[[ Extracted records, beginning ]]
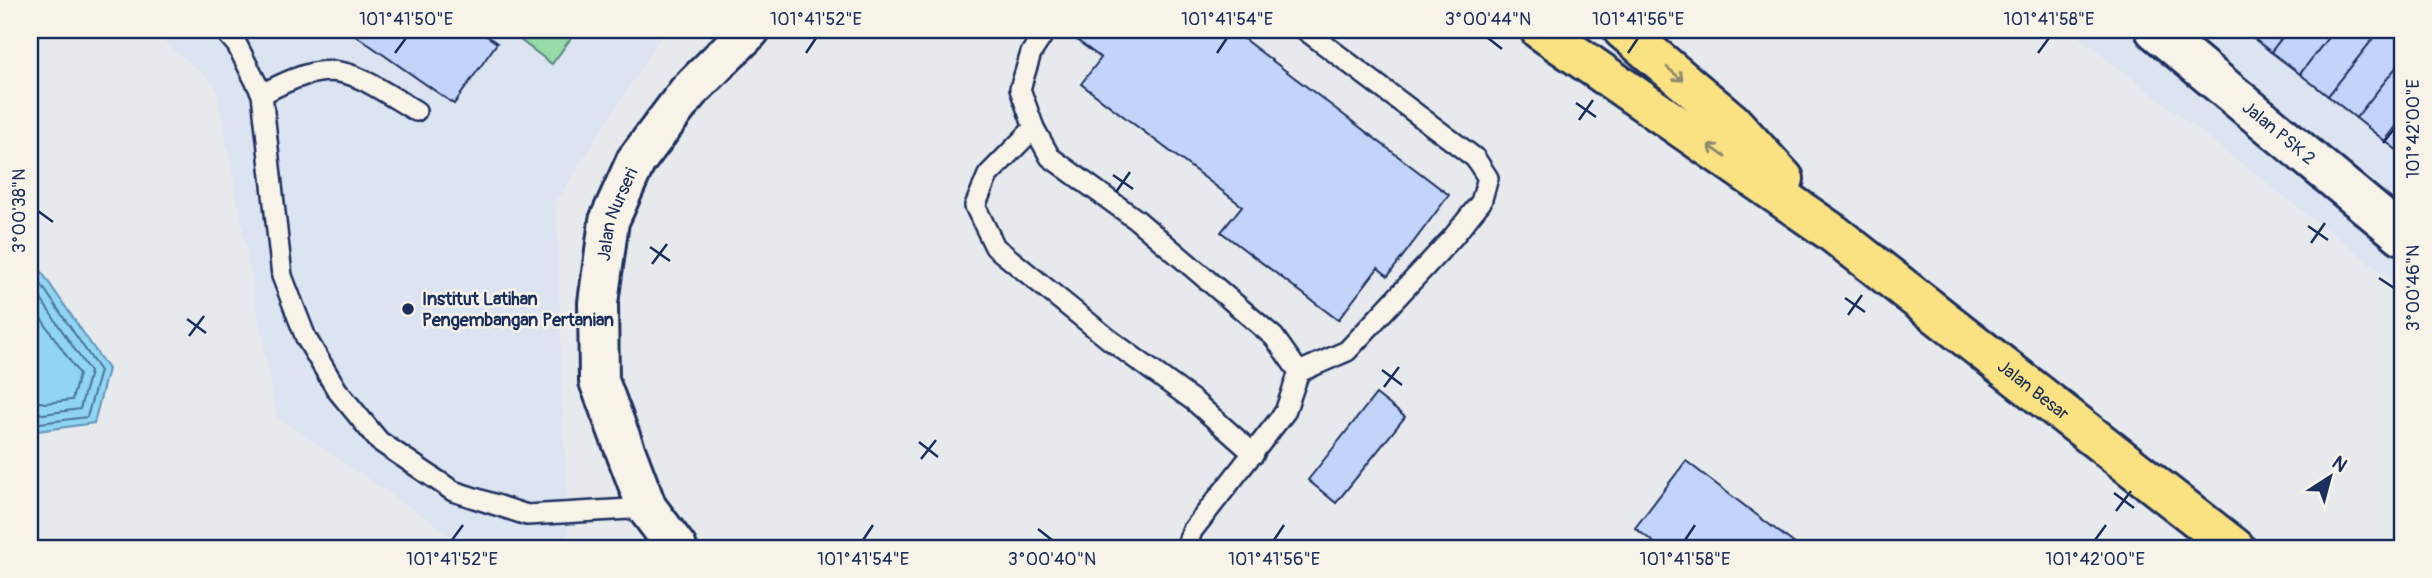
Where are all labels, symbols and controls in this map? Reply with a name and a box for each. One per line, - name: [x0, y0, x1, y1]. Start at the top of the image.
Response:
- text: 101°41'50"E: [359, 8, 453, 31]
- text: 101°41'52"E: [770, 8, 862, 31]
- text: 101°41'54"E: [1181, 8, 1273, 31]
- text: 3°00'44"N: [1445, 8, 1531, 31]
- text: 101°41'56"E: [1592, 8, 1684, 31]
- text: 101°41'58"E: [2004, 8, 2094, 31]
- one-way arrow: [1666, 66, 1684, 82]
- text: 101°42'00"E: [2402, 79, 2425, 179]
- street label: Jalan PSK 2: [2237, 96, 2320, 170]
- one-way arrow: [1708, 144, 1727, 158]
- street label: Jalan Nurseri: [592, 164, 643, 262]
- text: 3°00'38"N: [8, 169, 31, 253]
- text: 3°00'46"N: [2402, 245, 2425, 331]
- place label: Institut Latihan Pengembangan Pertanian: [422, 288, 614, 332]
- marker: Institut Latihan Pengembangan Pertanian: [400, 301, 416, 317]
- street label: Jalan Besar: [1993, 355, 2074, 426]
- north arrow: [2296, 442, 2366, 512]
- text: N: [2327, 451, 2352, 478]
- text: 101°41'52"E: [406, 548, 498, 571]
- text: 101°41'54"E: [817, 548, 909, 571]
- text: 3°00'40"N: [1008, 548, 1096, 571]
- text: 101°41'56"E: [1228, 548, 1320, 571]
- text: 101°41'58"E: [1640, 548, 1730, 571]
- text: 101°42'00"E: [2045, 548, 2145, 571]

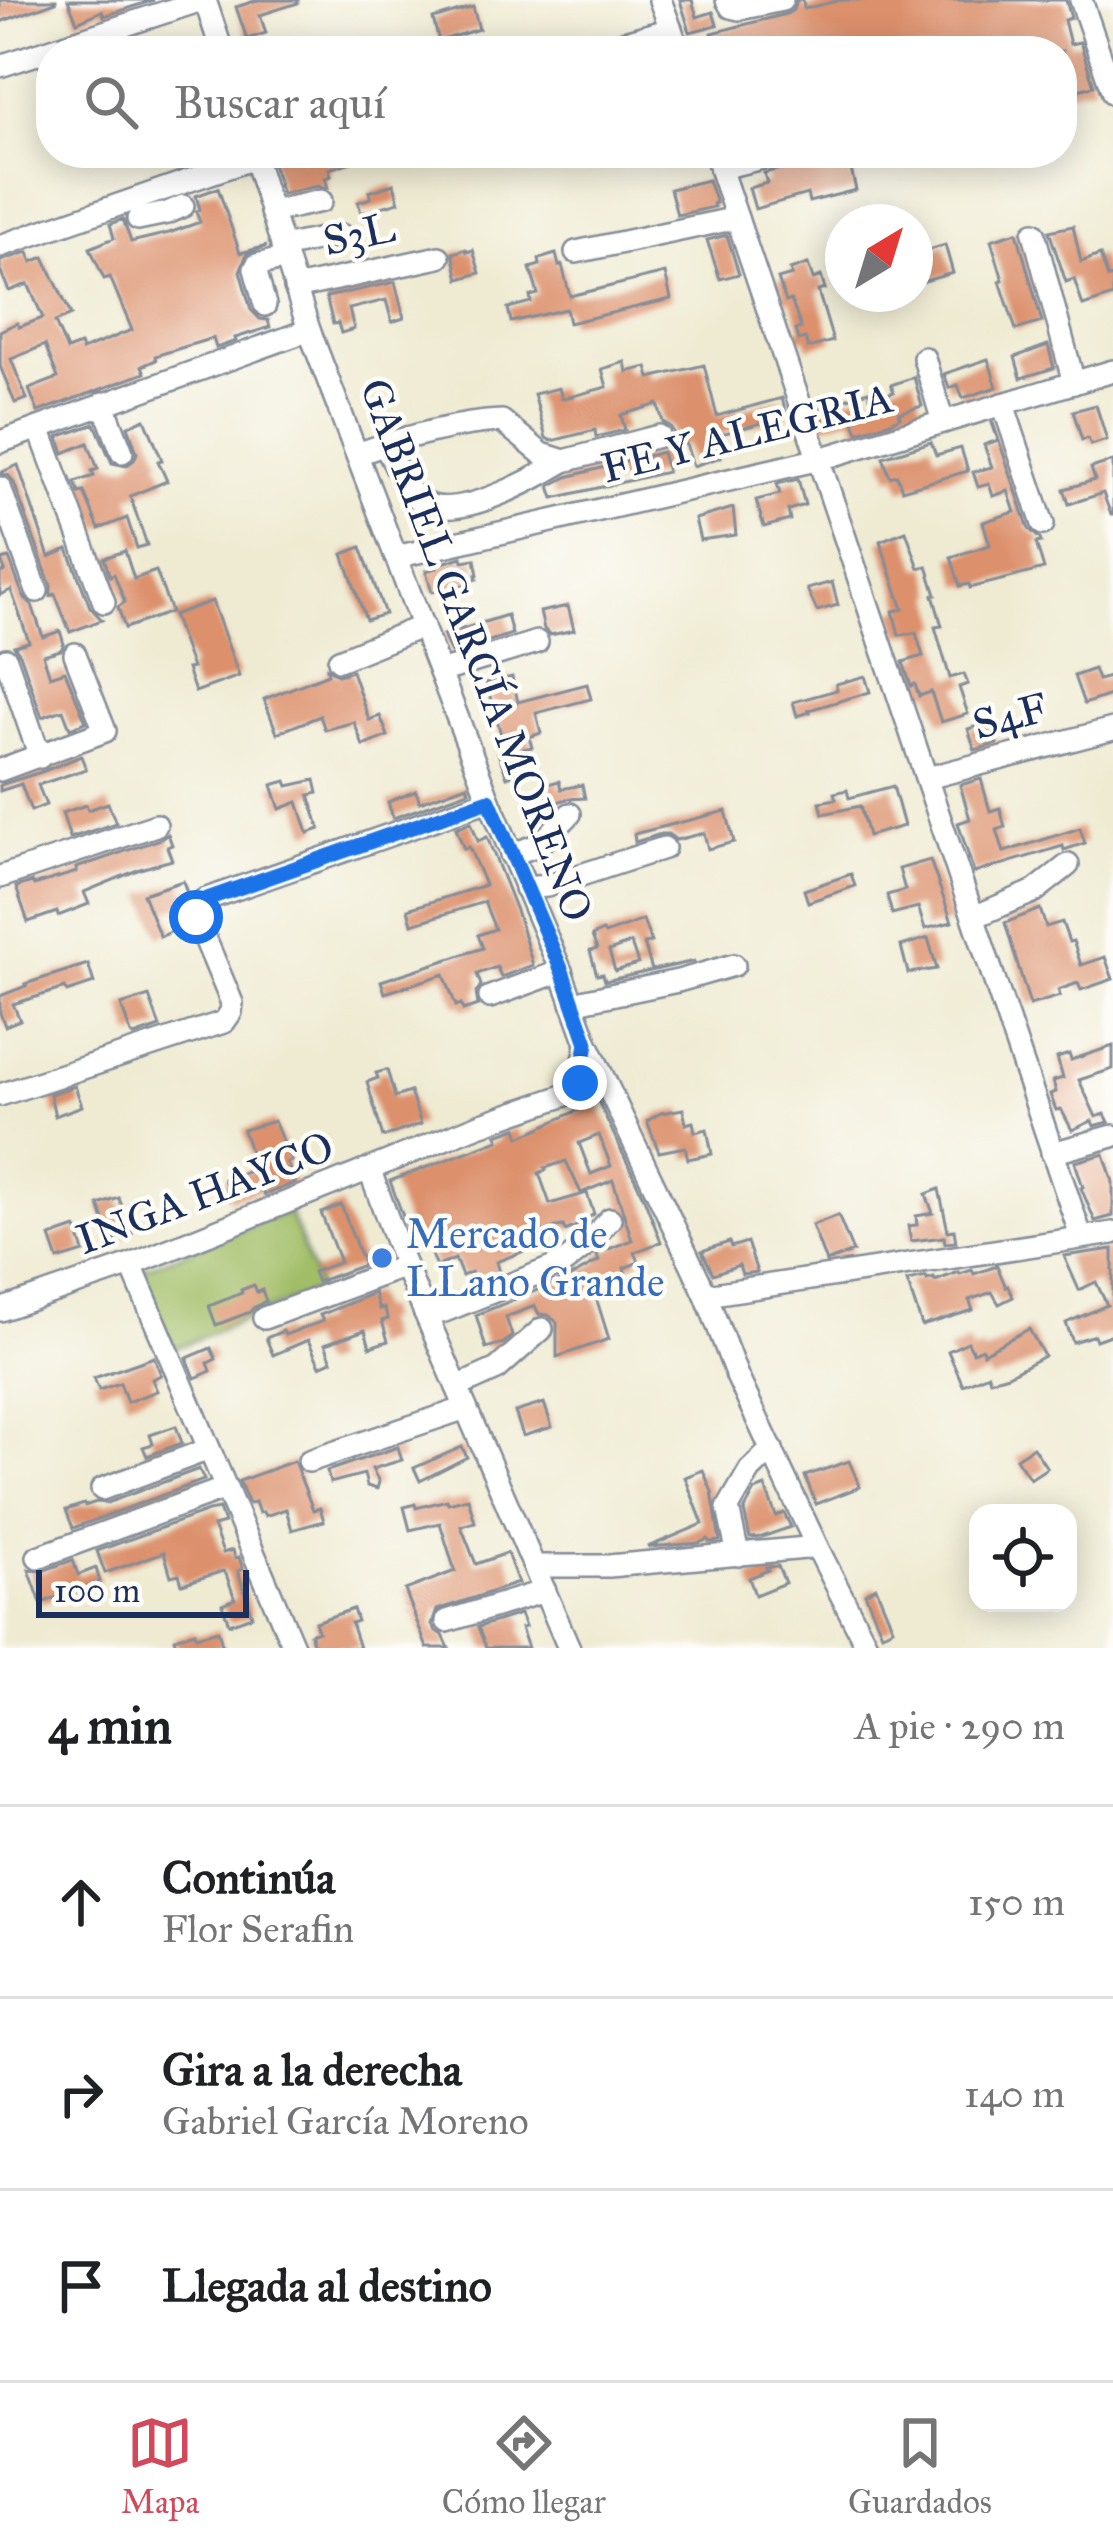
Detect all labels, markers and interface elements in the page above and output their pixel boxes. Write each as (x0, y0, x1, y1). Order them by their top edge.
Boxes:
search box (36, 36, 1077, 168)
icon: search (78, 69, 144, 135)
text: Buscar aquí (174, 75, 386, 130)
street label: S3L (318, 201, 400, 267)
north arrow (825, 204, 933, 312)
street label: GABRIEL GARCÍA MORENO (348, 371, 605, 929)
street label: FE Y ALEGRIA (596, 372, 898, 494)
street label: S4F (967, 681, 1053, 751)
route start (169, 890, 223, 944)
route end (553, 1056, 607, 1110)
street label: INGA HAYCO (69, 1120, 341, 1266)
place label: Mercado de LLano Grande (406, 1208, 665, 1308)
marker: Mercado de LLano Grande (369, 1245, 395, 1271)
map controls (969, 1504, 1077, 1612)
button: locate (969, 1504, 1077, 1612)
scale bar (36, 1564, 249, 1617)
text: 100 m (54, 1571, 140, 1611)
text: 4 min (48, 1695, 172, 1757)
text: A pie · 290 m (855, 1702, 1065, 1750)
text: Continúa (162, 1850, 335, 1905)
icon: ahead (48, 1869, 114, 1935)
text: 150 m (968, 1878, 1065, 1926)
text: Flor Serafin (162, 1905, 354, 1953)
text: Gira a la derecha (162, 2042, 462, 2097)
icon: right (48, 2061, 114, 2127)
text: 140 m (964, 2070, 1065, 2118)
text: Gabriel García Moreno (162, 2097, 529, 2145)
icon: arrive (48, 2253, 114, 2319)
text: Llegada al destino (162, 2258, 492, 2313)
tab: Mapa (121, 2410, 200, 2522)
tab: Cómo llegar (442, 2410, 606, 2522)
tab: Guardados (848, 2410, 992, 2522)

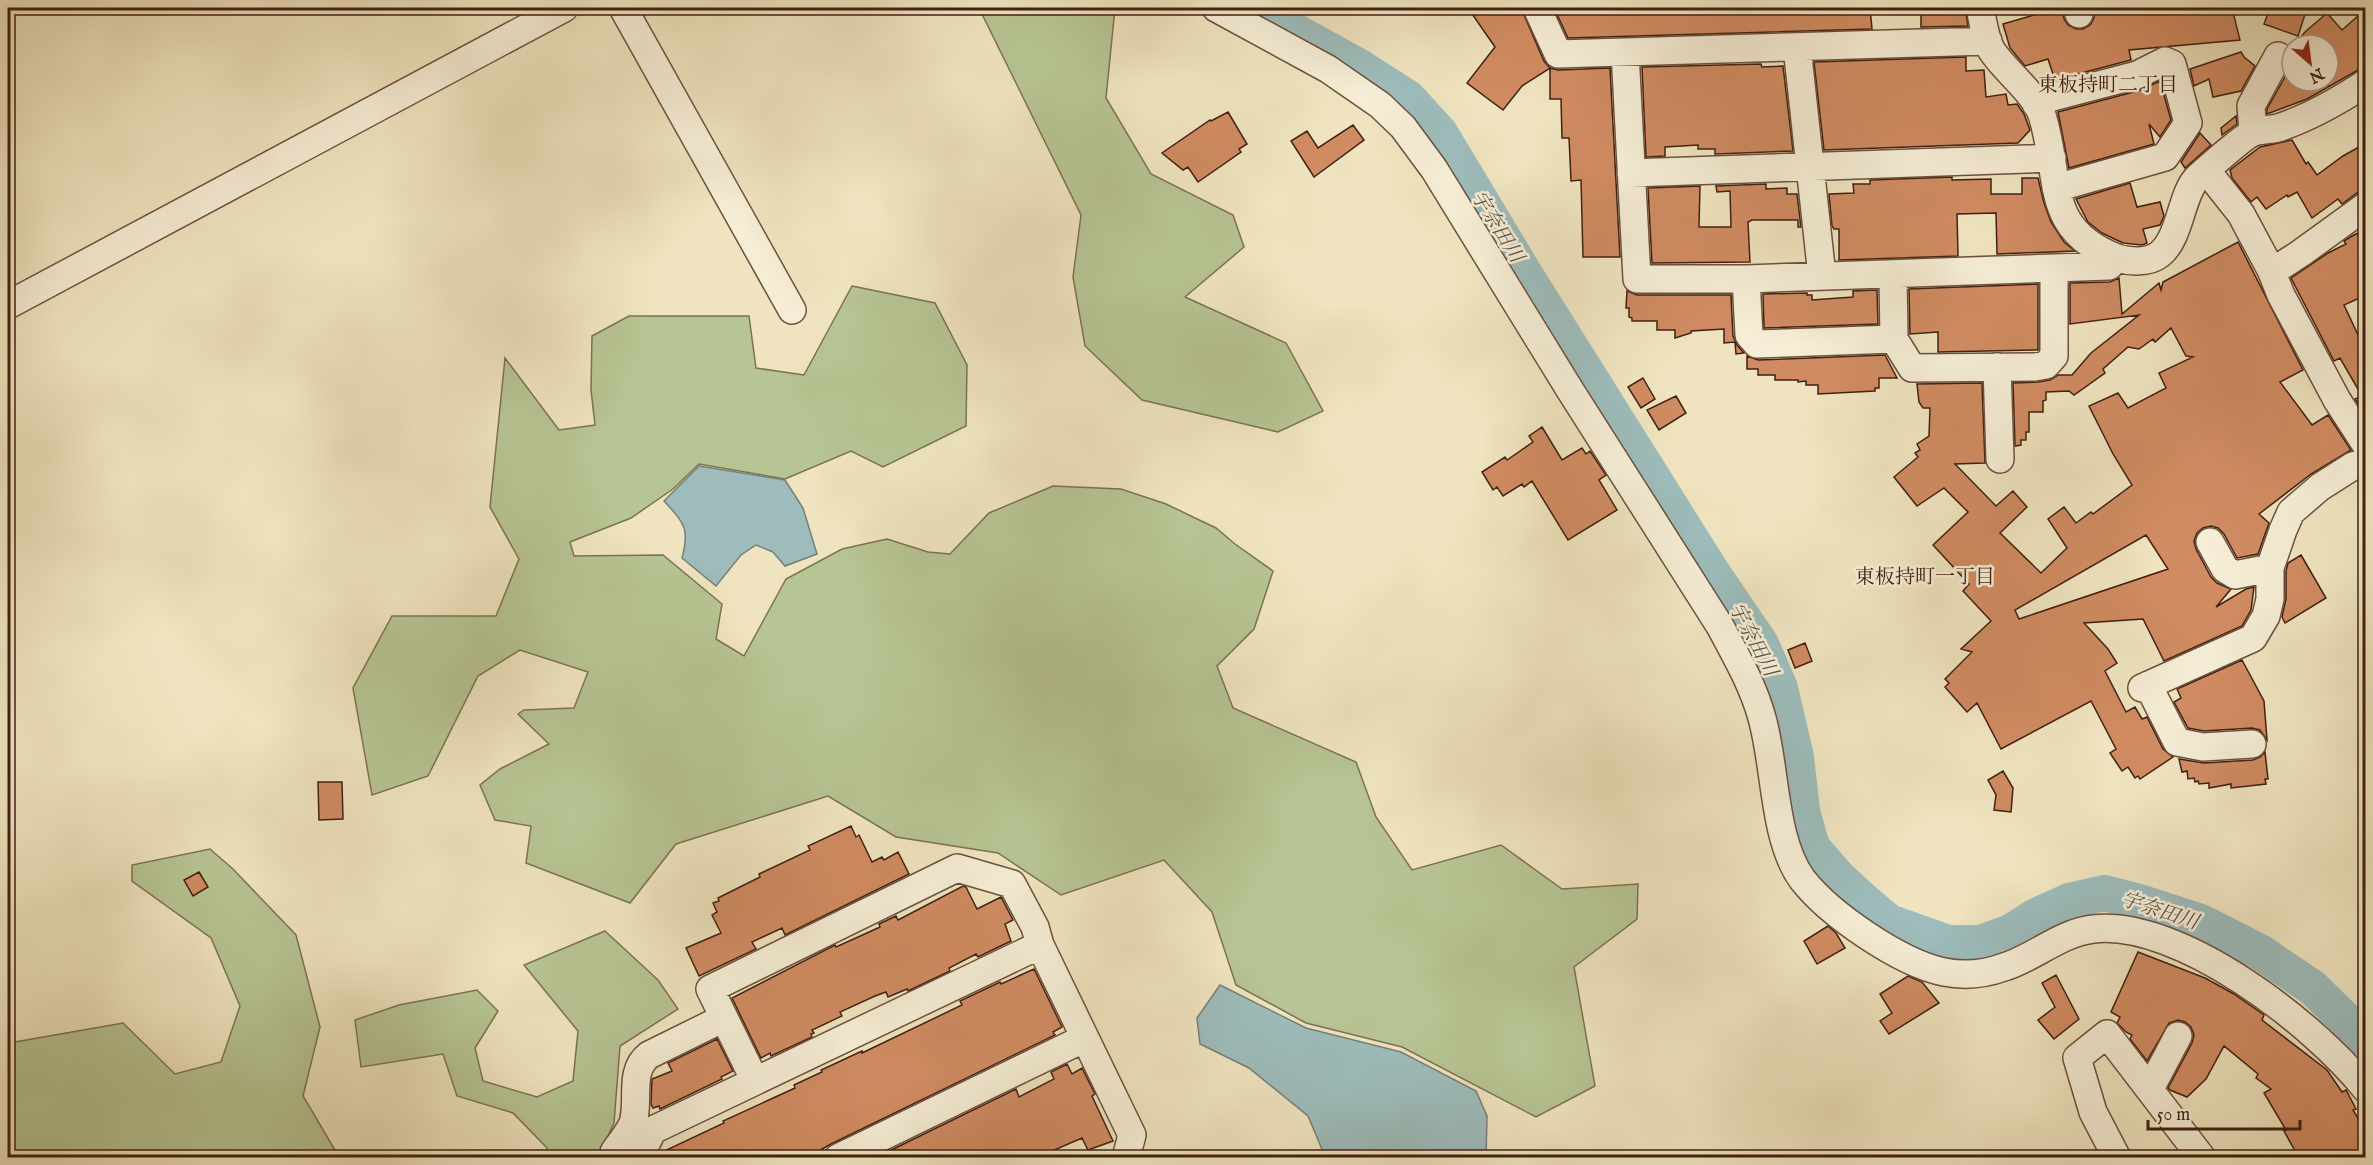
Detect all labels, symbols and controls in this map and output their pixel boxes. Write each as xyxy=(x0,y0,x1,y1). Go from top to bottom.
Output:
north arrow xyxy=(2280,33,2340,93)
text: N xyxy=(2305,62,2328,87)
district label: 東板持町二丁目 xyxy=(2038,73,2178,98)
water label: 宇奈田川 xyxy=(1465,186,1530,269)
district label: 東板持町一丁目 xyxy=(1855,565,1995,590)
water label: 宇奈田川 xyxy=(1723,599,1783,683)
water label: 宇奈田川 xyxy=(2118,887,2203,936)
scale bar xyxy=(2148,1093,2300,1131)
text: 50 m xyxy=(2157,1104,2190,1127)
[[ Extracted records, end ]]
*Problem to work on:* Copy the records above precisely, and leave every image out of the copy.

*Solution:*
Where are all labels, symbols and controls in this map? Reply with a name and a box for each. One per line, - name: [x0, y0, x1, y1]. Start at the top of the image.
Response:
- text: 101°41'50"E: [359, 8, 453, 31]
- text: 101°41'52"E: [770, 8, 862, 31]
- text: 101°41'54"E: [1181, 8, 1273, 31]
- text: 3°00'44"N: [1445, 8, 1531, 31]
- text: 101°41'56"E: [1592, 8, 1684, 31]
- text: 101°41'58"E: [2004, 8, 2094, 31]
- one-way arrow: [1666, 66, 1684, 82]
- text: 101°42'00"E: [2402, 79, 2425, 179]
- street label: Jalan PSK 2: [2237, 96, 2320, 170]
- one-way arrow: [1708, 144, 1727, 158]
- street label: Jalan Nurseri: [592, 164, 643, 262]
- text: 3°00'38"N: [8, 169, 31, 253]
- text: 3°00'46"N: [2402, 245, 2425, 331]
- place label: Institut Latihan Pengembangan Pertanian: [422, 288, 614, 332]
- marker: Institut Latihan Pengembangan Pertanian: [400, 301, 416, 317]
- street label: Jalan Besar: [1993, 355, 2074, 426]
- north arrow: [2296, 442, 2366, 512]
- text: N: [2327, 451, 2352, 478]
- text: 101°41'52"E: [406, 548, 498, 571]
- text: 101°41'54"E: [817, 548, 909, 571]
- text: 3°00'40"N: [1008, 548, 1096, 571]
- text: 101°41'56"E: [1228, 548, 1320, 571]
- text: 101°41'58"E: [1640, 548, 1730, 571]
- text: 101°42'00"E: [2045, 548, 2145, 571]

Detect all labels, markers and interface elements in the page above and output their pixel boxes. Write each as (x0, y0, x1, y1). Order them by their top edge.
Boxes:
search box (36, 36, 1077, 168)
icon: search (78, 69, 144, 135)
text: Buscar aquí (174, 75, 386, 130)
street label: S3L (318, 201, 400, 267)
north arrow (825, 204, 933, 312)
street label: GABRIEL GARCÍA MORENO (348, 371, 605, 929)
street label: FE Y ALEGRIA (596, 372, 898, 494)
street label: S4F (967, 681, 1053, 751)
route start (169, 890, 223, 944)
route end (553, 1056, 607, 1110)
street label: INGA HAYCO (69, 1120, 341, 1266)
place label: Mercado de LLano Grande (406, 1208, 665, 1308)
marker: Mercado de LLano Grande (369, 1245, 395, 1271)
map controls (969, 1504, 1077, 1612)
button: locate (969, 1504, 1077, 1612)
scale bar (36, 1564, 249, 1617)
text: 100 m (54, 1571, 140, 1611)
text: 4 min (48, 1695, 172, 1757)
text: A pie · 290 m (855, 1702, 1065, 1750)
text: Continúa (162, 1850, 335, 1905)
icon: ahead (48, 1869, 114, 1935)
text: 150 m (968, 1878, 1065, 1926)
text: Flor Serafin (162, 1905, 354, 1953)
text: Gira a la derecha (162, 2042, 462, 2097)
icon: right (48, 2061, 114, 2127)
text: 140 m (964, 2070, 1065, 2118)
text: Gabriel García Moreno (162, 2097, 529, 2145)
icon: arrive (48, 2253, 114, 2319)
text: Llegada al destino (162, 2258, 492, 2313)
tab: Mapa (121, 2410, 200, 2522)
tab: Cómo llegar (442, 2410, 606, 2522)
tab: Guardados (848, 2410, 992, 2522)

Detect all labels, symbols and controls in this map and output their pixel boxes. Write each as xyxy=(x0,y0,x1,y1). Go from top to bottom.
Output:
north arrow xyxy=(2280,33,2340,93)
text: N xyxy=(2305,62,2328,87)
district label: 東板持町二丁目 xyxy=(2038,73,2178,98)
water label: 宇奈田川 xyxy=(1465,186,1530,269)
district label: 東板持町一丁目 xyxy=(1855,565,1995,590)
water label: 宇奈田川 xyxy=(1723,599,1783,683)
water label: 宇奈田川 xyxy=(2118,887,2203,936)
scale bar xyxy=(2148,1093,2300,1131)
text: 50 m xyxy=(2157,1104,2190,1127)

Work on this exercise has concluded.